At age 2, Zameen Rashid is well acquainted with Lucky, the leprechaun who lists the marshmallow clovers, moons, and stars in boxes of General Mills' (GIS) Lucky Charms cereal. Maybe too well, says his mother, Fahmida Rashid, who frets that too-frequent exposure to food ads in video games, TV shows, and the Web will foster unhealthy eating habits. "Just as you wouldn't expect to see a tobacco ad on a kids' site or show, there shouldn't be junk food ads there either," says Rashid, a 31-year-old resident of Brooklyn, N.Y.
Consumer and children's advocacy groups share Rashid's concerns.
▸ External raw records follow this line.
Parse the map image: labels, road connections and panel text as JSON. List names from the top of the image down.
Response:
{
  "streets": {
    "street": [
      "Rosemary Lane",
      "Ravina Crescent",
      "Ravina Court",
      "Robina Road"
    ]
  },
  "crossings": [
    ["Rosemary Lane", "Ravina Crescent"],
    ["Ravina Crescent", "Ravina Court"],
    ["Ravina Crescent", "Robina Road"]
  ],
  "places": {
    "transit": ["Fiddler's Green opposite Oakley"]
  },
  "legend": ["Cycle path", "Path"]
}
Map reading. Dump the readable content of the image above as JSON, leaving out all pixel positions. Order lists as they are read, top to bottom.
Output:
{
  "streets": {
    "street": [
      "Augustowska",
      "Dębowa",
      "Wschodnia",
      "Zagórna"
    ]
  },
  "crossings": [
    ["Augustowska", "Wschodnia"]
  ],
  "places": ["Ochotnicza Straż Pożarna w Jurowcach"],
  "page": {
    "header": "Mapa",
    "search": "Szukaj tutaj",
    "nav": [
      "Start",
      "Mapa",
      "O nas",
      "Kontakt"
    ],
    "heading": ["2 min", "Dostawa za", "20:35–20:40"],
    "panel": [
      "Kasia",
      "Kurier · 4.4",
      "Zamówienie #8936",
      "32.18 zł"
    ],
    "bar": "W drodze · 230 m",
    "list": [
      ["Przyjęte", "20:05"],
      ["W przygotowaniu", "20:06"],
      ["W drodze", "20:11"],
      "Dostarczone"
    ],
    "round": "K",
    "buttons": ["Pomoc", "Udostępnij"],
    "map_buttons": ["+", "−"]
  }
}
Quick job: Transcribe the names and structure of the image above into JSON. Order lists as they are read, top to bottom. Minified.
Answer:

Having successfully lobbied the government to place limits on junk food ads on TV, they now target marketing to kids via the Web. "While there are some rules for TV, there are no rules when you move online," says Patti Miller, vice-president of children's advocacy group Children Now and a member of the Federal Communications Commission's Task Force on Media & Childhood Obesity. "We don't want to reduce junk food advertising to kids [on TV] and then find that it has just moved to another platform."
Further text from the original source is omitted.